Whatever had to be done had to be done at home, and with zero costs, says Dr Bang.

“Changes happen incrementally – that’s the Gandhian insight,” says Dr Bang. “We believed that Arogya Swaraj (health freedom) as a right is an idea rooted in the thought that village community should be autonomous and self-sufficient,” he says. Riding on this philosophy, Search developed and introduced between 1988 and 1998 in some 47 control villages of Gadchiroli of which it decided to test its interventions in 39, HBNC model. Who was to provide that care? And how? Answers emerged organically. Search teams asked village communities to nominate two women, preferably mothers or grand-mothers, who they thought would volunteer to train like nurses in the home-based newborn care and work in their own villages. From that emerged the first batch of 45 communty health workers like Anjanabai, women known as Arogya Doots.

An SOP was developed, ratified by top neonatologists of India, and chosen community women health workers were meticulously trained under guidance both in the hospital and actual field conditions and then sent back to work in their communities.

“They were trained in giving injections on brinjals and mangoes and other vegetables, to remove their fear,” informs Dr Sanjay Baitule, Head of Search’s HBNC programme. “If you watch them today, they are experts in giving injections – they are so deft,” he says.

Controlled trials of HBNC between 1992 and 1998 showed significant reduction in newborn and infant mortality rates in the poor, remote villages. “We had suffered the plight,” says Ashabai, “and during the training we realized what we had gone through – the confinement in a lightless room, a pit in the same room where we had to defecate until our umbilical cord had been severed, resistance to breastfeeding, and so on.”

Ashabai’s first delivery back in the late 1980s was a nightmare, but the subsequent two deliveries were after her training as the Arogya Doot when she followed the standard operating procedures and rebelled against the prevailing superstitions in the community to care for her infants.

“They naturally grew up healthier,” she says.

The HBNC in tribal areas also meant bringing in behavioural change, she says.

Once this model’s success was widely acknowledged and tested on all parameters, the model was first replicated at seven locations within Gadchiroli district with the help of NGOs. It worked as it had in the controlled trials.

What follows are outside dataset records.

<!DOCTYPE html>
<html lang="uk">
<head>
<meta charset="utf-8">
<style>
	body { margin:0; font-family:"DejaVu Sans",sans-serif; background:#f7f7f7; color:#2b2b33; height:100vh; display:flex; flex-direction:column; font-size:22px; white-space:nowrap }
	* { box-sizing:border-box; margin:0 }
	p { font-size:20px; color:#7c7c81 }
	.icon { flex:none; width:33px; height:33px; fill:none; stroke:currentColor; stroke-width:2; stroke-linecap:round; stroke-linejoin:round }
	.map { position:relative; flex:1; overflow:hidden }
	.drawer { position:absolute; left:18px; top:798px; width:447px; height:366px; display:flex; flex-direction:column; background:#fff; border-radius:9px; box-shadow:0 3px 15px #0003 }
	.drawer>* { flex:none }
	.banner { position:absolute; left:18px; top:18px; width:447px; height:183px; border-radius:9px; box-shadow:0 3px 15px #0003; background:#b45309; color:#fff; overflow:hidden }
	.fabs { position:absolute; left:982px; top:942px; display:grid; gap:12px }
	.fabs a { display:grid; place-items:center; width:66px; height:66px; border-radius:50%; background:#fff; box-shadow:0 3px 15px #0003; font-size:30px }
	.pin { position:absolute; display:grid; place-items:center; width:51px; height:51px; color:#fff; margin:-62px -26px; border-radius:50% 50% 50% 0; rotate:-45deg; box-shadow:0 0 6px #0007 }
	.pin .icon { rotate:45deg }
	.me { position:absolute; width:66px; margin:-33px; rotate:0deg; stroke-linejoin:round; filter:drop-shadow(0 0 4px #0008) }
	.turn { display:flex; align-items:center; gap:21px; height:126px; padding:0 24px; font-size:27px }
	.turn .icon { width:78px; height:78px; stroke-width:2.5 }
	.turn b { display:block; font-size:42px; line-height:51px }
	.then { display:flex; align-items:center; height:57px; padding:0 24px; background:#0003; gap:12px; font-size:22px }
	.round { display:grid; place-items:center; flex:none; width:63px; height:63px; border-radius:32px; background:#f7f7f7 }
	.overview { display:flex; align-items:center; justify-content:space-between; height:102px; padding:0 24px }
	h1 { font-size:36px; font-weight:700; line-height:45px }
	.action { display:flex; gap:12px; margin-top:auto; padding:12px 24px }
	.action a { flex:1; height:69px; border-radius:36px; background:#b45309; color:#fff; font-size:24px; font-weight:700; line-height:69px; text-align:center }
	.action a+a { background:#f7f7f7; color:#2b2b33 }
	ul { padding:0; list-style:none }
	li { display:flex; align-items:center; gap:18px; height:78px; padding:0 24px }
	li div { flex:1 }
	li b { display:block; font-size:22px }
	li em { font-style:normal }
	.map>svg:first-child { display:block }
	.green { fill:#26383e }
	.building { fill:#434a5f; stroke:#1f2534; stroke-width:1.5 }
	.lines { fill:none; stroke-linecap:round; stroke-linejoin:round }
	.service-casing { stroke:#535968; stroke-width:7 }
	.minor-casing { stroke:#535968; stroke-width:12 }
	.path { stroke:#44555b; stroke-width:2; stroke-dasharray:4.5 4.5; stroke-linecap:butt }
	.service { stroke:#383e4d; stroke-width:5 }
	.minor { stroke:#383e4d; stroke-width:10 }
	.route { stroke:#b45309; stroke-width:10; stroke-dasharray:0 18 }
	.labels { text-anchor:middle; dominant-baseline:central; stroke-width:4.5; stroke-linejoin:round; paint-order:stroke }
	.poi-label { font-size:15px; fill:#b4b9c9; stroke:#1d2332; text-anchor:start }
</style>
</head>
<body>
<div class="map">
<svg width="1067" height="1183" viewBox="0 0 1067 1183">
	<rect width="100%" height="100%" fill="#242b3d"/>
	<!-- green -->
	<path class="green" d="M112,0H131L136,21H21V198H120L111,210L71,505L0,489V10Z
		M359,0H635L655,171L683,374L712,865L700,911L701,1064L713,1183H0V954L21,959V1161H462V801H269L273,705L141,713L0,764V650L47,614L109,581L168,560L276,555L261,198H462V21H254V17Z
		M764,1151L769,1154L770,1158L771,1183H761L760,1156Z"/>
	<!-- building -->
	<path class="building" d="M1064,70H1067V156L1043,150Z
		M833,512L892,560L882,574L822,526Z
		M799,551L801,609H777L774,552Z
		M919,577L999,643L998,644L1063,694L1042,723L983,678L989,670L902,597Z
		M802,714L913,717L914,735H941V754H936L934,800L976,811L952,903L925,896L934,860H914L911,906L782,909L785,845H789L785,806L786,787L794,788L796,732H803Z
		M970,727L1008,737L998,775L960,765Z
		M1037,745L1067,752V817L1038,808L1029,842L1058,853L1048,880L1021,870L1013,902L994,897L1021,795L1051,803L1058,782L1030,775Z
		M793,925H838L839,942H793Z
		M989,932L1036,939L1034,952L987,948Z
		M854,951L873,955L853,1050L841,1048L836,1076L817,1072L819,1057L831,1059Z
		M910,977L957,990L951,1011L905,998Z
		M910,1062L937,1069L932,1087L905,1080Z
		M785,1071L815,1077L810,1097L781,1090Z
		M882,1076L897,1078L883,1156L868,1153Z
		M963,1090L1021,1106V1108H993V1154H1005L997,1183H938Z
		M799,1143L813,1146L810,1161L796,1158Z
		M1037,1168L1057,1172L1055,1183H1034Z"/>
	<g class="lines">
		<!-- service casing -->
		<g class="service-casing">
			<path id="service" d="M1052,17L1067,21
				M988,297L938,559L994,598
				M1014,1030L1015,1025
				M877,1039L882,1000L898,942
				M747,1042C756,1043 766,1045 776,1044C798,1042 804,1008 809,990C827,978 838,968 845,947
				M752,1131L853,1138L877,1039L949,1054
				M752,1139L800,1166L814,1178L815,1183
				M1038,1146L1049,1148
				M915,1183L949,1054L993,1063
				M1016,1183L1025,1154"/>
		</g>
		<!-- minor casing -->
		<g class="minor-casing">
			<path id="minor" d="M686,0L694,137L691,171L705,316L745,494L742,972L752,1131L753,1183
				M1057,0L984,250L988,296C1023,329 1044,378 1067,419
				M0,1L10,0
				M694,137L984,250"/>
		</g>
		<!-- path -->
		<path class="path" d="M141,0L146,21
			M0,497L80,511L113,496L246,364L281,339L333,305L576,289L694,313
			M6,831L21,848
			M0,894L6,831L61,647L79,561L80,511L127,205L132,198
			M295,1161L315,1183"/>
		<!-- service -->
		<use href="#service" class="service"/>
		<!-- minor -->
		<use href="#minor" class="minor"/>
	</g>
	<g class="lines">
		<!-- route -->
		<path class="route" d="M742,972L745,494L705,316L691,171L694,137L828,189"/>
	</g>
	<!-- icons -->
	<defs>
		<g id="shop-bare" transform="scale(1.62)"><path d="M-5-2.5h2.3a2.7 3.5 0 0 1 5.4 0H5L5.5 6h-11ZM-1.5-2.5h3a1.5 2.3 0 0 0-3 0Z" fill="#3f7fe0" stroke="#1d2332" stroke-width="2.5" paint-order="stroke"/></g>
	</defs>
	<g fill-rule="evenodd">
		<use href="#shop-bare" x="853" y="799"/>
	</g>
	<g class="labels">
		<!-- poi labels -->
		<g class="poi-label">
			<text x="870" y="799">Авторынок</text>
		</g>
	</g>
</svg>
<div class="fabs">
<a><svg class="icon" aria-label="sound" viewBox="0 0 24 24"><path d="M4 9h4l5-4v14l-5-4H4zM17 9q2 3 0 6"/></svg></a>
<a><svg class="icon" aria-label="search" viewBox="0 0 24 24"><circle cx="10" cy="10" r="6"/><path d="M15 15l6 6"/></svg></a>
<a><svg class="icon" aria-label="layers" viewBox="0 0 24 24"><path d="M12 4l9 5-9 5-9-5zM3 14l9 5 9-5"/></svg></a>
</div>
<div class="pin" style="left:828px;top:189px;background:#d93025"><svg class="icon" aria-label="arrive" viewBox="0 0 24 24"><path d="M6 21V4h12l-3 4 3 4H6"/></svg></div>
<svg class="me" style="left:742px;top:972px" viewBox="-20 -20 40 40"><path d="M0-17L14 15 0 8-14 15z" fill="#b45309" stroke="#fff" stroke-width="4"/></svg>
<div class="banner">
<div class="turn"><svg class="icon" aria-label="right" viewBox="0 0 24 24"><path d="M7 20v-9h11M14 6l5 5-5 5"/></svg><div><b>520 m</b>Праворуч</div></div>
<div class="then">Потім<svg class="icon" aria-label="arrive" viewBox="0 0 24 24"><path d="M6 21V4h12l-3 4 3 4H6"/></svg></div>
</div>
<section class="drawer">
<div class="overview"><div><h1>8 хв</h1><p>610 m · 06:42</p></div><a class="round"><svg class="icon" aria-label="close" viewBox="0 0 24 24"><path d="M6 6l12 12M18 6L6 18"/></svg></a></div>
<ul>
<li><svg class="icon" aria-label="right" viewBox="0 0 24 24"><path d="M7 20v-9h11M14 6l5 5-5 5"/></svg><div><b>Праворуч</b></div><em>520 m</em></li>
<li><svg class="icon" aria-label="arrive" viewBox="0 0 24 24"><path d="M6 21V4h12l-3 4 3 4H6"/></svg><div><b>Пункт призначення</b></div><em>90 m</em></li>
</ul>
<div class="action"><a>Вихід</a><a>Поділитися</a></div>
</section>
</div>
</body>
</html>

Then, it was tested across Maharashtra; it worked there too.

India’s federal health ministry stepped in to implement the model on a pilot in a few select states, and once encouraging results came in, this became a national programme in 2009 – the ASHA workers, or Accredited Social Health Activists, were trained in the HBNC at a mass scale.

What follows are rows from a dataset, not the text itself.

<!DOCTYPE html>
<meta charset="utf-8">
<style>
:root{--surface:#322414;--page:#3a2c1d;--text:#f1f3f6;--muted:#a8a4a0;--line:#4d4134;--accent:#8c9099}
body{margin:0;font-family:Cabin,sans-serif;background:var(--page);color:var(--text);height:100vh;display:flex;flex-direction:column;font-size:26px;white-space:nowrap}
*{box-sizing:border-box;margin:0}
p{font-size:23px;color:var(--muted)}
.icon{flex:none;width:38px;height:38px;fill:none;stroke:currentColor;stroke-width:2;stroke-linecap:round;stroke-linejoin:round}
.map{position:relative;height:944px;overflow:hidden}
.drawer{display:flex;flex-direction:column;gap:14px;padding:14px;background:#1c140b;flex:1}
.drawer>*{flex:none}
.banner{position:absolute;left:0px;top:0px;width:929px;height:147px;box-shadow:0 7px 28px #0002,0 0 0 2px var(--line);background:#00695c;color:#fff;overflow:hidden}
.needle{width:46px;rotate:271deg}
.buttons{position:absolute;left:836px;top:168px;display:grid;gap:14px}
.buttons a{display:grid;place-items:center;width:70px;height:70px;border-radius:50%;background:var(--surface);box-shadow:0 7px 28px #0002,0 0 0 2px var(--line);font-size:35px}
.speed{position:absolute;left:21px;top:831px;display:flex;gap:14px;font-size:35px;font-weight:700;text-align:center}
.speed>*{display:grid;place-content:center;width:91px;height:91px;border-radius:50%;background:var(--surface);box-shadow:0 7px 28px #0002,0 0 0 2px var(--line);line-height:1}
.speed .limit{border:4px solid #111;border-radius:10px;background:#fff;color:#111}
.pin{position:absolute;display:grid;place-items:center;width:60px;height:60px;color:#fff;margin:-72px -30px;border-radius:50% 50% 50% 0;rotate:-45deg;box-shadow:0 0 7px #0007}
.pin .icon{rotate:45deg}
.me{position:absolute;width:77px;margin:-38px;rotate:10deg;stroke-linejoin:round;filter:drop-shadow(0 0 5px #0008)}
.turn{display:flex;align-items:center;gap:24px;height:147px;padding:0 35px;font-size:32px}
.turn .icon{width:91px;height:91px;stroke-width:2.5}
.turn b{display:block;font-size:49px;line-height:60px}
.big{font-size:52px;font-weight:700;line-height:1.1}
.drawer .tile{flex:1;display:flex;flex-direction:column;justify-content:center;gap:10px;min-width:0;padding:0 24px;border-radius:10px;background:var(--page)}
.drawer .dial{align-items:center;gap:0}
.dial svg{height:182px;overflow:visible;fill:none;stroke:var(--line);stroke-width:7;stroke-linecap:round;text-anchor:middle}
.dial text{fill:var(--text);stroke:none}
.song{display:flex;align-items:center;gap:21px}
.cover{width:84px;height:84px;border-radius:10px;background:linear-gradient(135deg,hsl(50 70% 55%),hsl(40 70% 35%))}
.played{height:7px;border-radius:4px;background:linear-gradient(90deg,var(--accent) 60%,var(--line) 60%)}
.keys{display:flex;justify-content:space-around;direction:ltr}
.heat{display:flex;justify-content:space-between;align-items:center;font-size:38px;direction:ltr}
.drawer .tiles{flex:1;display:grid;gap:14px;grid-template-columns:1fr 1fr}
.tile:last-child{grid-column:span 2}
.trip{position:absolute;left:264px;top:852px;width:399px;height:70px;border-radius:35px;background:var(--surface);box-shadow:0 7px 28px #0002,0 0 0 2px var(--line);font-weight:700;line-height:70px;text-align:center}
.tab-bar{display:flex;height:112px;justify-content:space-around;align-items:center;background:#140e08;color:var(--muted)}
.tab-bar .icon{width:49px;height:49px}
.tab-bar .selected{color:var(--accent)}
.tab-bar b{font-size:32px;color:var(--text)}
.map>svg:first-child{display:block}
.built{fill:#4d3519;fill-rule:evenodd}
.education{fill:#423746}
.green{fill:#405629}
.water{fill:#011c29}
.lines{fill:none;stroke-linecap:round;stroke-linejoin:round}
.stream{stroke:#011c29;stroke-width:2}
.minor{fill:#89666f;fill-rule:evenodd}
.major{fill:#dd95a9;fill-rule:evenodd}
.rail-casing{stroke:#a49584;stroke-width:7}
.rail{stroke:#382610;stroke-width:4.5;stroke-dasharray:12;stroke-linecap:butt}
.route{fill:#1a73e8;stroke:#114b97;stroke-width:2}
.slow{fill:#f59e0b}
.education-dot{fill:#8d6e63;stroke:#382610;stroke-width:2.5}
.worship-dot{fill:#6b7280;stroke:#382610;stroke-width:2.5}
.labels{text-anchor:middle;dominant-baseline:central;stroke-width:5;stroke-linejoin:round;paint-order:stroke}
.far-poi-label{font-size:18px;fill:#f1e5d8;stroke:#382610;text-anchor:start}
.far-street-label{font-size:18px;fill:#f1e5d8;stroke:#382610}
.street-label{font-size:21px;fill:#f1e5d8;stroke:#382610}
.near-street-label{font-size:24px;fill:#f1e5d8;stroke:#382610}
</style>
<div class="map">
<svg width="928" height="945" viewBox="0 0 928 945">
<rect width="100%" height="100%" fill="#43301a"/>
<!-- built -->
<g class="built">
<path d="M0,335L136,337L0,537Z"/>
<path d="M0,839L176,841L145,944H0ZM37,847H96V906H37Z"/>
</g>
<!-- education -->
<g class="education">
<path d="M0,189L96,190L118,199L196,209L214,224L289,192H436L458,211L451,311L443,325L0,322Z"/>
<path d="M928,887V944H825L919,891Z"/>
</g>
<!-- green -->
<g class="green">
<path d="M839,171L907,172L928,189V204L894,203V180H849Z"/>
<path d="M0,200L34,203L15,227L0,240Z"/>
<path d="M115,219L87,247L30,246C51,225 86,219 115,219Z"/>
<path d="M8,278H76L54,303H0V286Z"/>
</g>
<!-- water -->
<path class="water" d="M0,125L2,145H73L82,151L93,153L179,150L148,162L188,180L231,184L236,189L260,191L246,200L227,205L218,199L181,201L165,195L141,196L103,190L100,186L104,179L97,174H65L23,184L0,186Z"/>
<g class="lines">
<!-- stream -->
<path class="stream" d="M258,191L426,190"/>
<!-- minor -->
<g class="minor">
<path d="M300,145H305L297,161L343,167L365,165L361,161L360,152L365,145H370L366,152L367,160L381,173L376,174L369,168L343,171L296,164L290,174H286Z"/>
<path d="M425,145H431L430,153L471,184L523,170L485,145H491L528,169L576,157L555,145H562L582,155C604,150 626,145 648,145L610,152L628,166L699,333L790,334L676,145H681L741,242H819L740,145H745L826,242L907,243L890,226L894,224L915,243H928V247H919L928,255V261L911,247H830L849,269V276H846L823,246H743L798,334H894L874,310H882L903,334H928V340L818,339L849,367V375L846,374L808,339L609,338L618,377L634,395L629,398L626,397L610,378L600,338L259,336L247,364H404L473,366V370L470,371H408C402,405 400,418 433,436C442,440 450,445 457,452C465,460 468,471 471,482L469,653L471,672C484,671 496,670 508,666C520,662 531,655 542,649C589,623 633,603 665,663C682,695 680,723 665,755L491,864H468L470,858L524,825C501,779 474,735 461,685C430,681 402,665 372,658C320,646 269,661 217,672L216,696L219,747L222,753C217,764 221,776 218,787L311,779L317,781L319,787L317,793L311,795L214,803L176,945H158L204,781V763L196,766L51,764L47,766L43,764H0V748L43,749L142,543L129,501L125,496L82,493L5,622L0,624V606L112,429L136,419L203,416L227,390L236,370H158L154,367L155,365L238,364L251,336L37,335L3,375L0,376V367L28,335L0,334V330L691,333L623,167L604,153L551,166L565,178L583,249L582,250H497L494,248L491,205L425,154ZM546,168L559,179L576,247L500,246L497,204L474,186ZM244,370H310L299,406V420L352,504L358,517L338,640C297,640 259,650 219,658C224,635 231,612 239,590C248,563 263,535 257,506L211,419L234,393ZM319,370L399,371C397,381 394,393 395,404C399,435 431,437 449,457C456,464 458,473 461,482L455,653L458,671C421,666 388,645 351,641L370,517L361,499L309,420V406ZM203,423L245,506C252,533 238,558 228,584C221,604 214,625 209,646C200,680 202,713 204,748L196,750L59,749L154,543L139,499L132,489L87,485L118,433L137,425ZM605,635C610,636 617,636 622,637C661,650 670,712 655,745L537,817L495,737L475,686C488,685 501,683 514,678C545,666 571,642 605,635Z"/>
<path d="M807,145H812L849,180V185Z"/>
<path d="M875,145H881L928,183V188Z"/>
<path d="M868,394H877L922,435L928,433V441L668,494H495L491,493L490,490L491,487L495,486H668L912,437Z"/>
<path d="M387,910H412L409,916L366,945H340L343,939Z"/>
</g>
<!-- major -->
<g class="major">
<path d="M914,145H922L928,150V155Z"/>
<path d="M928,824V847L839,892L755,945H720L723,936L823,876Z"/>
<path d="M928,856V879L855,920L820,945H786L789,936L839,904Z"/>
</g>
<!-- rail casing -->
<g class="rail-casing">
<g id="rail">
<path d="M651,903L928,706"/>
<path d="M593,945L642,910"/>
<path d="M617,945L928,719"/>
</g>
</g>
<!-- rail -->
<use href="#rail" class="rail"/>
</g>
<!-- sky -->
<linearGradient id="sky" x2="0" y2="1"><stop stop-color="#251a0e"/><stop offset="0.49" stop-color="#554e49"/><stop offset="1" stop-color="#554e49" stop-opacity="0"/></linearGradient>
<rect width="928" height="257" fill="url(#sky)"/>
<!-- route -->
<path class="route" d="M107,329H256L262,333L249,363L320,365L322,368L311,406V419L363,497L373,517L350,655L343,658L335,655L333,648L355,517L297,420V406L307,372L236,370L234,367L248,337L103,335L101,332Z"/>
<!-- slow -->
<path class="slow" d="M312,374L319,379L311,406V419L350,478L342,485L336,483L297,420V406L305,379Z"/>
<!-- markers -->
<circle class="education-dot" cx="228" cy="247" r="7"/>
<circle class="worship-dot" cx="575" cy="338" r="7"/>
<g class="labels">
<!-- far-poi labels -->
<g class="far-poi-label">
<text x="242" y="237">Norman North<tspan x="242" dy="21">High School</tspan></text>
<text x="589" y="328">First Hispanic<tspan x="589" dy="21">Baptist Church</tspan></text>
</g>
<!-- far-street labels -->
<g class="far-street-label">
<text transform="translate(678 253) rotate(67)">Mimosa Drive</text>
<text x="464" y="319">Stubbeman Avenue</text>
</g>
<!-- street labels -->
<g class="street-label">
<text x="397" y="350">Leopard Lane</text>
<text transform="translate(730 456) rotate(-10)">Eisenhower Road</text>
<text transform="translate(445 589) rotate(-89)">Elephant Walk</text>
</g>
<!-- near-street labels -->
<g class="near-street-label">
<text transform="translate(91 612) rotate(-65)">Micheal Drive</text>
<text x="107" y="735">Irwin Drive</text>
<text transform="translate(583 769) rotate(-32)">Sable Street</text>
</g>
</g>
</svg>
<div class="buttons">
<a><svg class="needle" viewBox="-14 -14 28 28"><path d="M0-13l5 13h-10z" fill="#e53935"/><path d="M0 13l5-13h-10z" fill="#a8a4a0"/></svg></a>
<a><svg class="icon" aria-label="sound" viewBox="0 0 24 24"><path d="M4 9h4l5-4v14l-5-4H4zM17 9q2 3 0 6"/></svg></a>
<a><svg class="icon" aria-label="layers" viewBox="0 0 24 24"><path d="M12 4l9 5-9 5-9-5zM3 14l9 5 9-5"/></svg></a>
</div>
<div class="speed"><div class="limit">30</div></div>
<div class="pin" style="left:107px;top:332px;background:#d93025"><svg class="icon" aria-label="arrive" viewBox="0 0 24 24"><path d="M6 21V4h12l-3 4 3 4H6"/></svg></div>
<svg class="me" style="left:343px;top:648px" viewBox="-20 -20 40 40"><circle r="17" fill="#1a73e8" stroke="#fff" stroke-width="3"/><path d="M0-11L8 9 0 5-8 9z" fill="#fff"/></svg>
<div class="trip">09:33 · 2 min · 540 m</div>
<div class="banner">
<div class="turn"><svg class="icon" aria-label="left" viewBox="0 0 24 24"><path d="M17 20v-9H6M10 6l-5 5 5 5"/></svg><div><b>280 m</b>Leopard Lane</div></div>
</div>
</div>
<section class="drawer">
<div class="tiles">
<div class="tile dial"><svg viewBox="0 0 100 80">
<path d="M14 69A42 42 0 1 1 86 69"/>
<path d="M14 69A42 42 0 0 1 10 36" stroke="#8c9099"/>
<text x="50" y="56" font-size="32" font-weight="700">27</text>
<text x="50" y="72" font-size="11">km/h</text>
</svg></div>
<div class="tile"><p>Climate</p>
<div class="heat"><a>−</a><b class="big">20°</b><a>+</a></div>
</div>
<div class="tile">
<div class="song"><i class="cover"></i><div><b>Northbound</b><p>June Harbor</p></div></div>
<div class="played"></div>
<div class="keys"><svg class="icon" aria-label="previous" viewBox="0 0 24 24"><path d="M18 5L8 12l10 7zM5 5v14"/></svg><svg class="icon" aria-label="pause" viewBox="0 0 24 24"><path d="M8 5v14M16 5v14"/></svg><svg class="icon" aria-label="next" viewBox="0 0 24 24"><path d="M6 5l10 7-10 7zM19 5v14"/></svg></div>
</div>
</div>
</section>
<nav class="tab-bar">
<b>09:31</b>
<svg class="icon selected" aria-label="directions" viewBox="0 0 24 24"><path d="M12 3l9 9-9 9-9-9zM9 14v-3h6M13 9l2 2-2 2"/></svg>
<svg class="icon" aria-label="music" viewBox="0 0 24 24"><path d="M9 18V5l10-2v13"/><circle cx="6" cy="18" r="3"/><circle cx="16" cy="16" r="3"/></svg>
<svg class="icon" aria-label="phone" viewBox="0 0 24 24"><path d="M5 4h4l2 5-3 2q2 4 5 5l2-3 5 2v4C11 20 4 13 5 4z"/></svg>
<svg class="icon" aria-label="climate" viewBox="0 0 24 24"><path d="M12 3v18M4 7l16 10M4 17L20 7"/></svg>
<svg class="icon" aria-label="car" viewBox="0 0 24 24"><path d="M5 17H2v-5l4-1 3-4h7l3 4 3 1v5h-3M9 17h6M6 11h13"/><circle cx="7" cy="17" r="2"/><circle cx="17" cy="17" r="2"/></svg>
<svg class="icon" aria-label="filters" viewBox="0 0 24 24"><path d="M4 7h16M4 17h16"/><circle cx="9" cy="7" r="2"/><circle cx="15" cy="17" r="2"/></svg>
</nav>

The government trained the trainers at Search; they lived with health emissaries like Ashabai and Kusumtai; underwent intensive training in HBNC at Search campus; went back to the field and trained the other ASHAs – over a million of them, who now do HBNC across rural India.

“It’s very fulfilling to save the lives of infants,” says Kusumtai, of her most satisfying takeaway from her work. She once saved the life of an asphyxiated infant girl with her timely intervention. “She grew up well and is now a mother herself,” she says.